# Confused on cleaning rough out



## Reiningcatsanddogs (Oct 9, 2014)

Try a suede cleaner. You can find it at any big box dept. store by the shoe polishing supplies.


----------



## lilruffian (Jun 28, 2010)

Suede cleaner may work, unless the stains are deep.
Putting oil on rough out is a huge no-no, as it will ruin it and make it go smooth. If you need to oil, lather it on underneath. 
Apart from that, it can be pretty tricky stuff


----------



## beau159 (Oct 4, 2010)

I'd probably use a damp rag to "clean" the roughout, and use your wire brush to bring the roughout back. I would be very hesitant to put any sort of oil or conditioner on the roughout because that often will make it go smooth. 

That's what I do anyway.


----------



## kewpalace (Jul 17, 2013)

I have a rough out saddle.

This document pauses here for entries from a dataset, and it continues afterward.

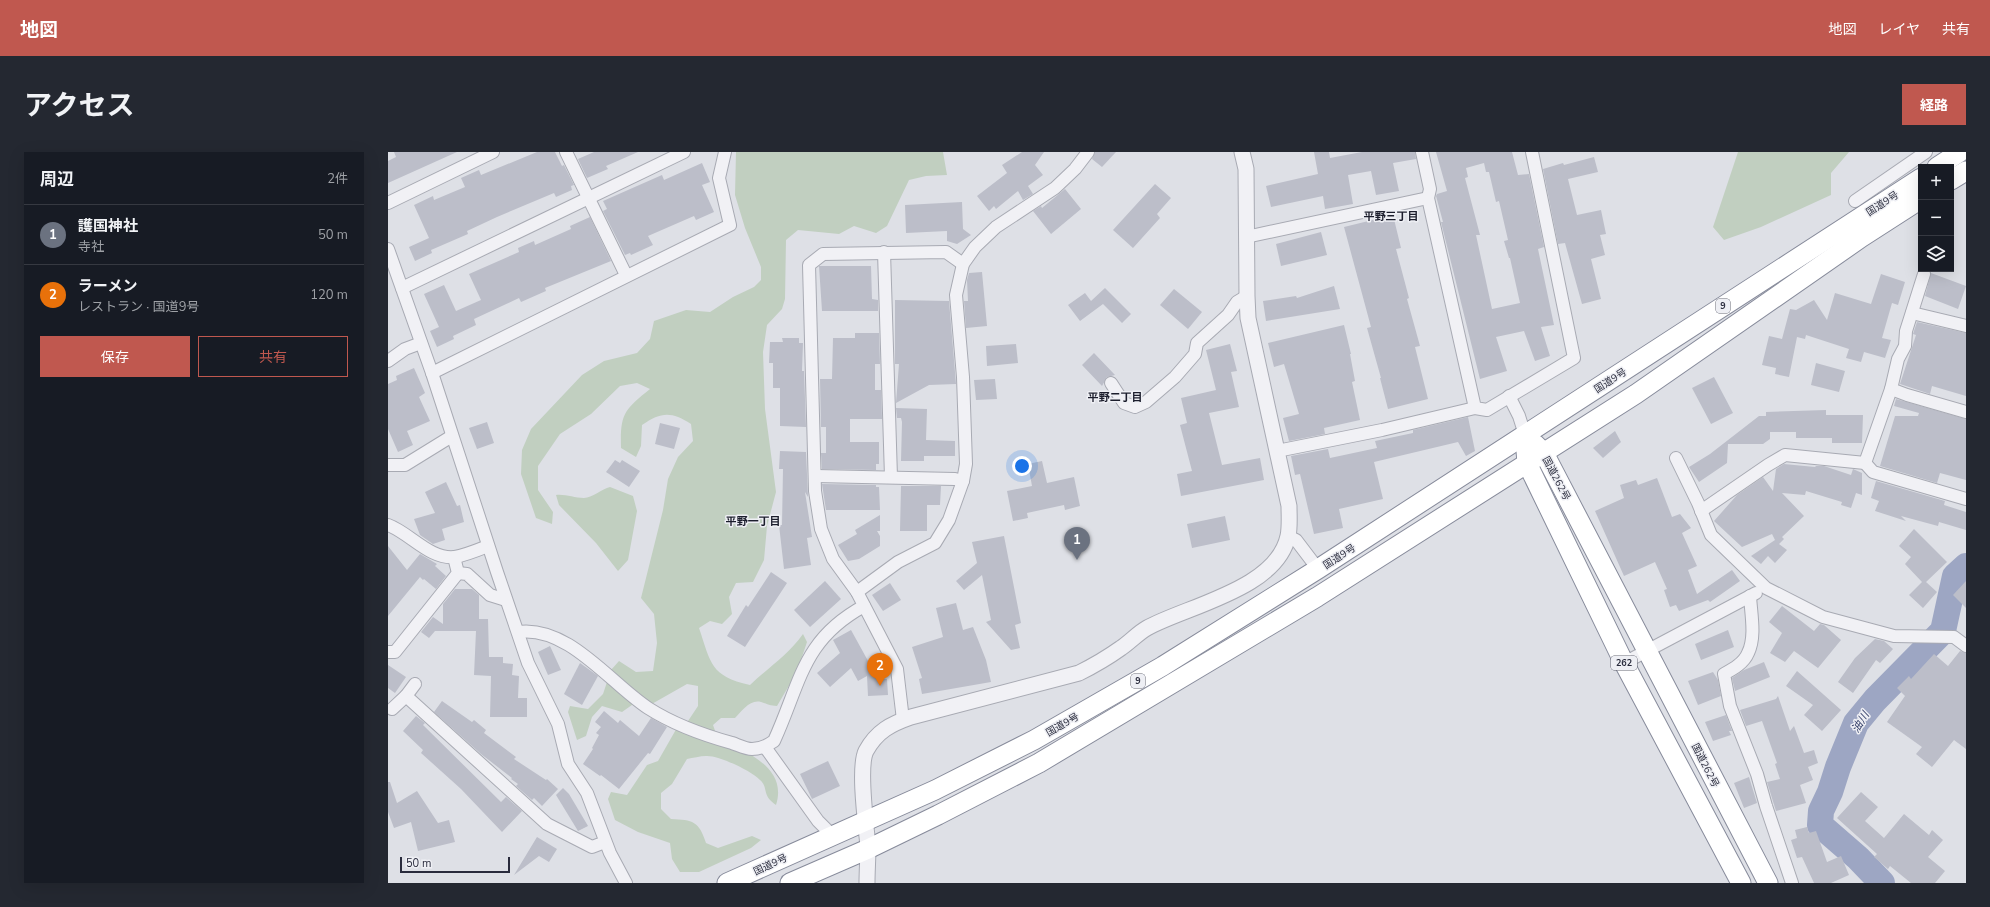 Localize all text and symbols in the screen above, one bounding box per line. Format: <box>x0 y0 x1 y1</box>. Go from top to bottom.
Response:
text: 地図 <box>20 17 58 43</box>
text: 地図 <box>1828 20 1856 39</box>
text: レイヤ <box>1878 20 1920 39</box>
text: 共有 <box>1942 20 1970 39</box>
button: 経路 <box>1902 84 1966 125</box>
text: アクセス <box>24 87 135 125</box>
map controls <box>1918 164 1954 272</box>
button: + <box>1918 164 1954 200</box>
text: 周辺 <box>40 168 74 191</box>
text: 2件 <box>327 170 348 188</box>
street label: 国道9号 <box>1864 188 1901 220</box>
button: − <box>1918 200 1954 236</box>
district label: 平野三丁目 <box>1364 209 1419 224</box>
text: 護国神社 <box>78 216 138 236</box>
text: 1 <box>49 226 57 244</box>
text: 50 m <box>318 226 348 244</box>
button: layers <box>1918 236 1954 272</box>
text: 寺社 <box>78 238 104 256</box>
text: ラーメン <box>78 276 137 296</box>
text: 2 <box>49 286 57 304</box>
text: 120 m <box>310 286 348 304</box>
text: レストラン · 国道9号 <box>78 298 199 316</box>
road number: 9 <box>1716 299 1730 313</box>
button: 保存 <box>40 336 190 377</box>
button: 共有 <box>198 336 348 377</box>
street label: 国道9号 <box>1592 365 1629 397</box>
district label: 平野二丁目 <box>1088 390 1143 405</box>
street label: 国道262号 <box>1539 454 1574 503</box>
your location <box>1012 456 1032 476</box>
district label: 平野一丁目 <box>726 514 781 529</box>
pin: 1 <box>1064 527 1090 560</box>
street label: 国道9号 <box>1321 541 1358 573</box>
pin: 2 <box>867 653 893 686</box>
road number: 262 <box>1611 656 1637 670</box>
road number: 9 <box>1131 674 1145 688</box>
water label: 油川 <box>1848 708 1873 736</box>
street label: 国道9号 <box>1043 710 1082 740</box>
street label: 国道262号 <box>1688 741 1722 790</box>
street label: 国道9号 <box>751 851 790 879</box>
scale bar <box>400 855 510 874</box>
text: 50 m <box>406 856 431 871</box> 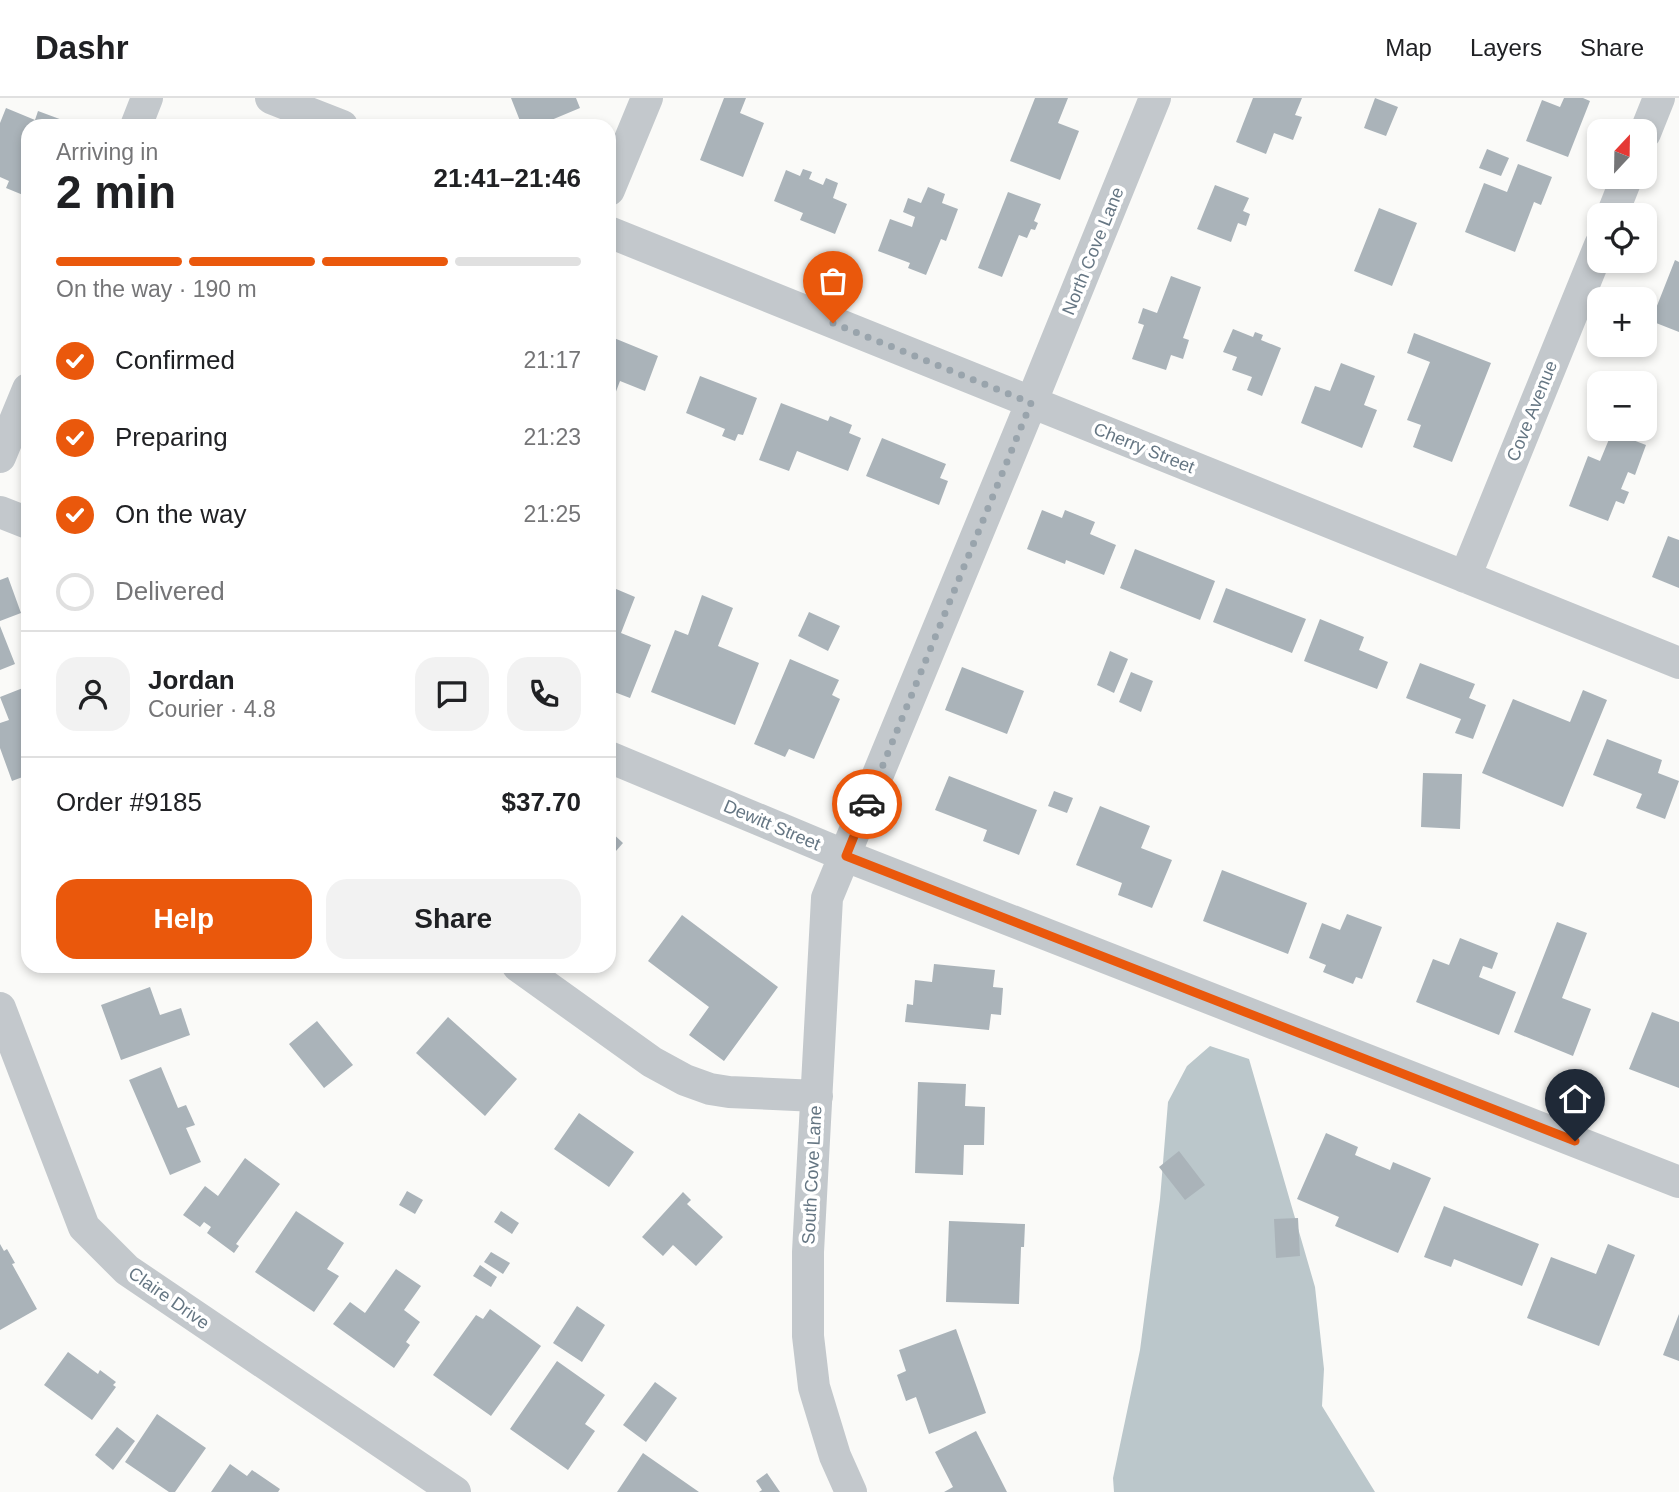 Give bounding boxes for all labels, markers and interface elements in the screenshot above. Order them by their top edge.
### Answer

I would (and do) NOT put any moisture on the rough out; it does not like moisture and ruins the rough out. I do thoroughly clean & condition the underside. But with the rough out, I use A LOT of elbow grease with a very stiff brush and canned air to get the dirt off and then a wire brush to bring back some of the rough out (but not on the seat since you will never bring it back to where it was and it would just look funky - ask me how I know, LOL).


----------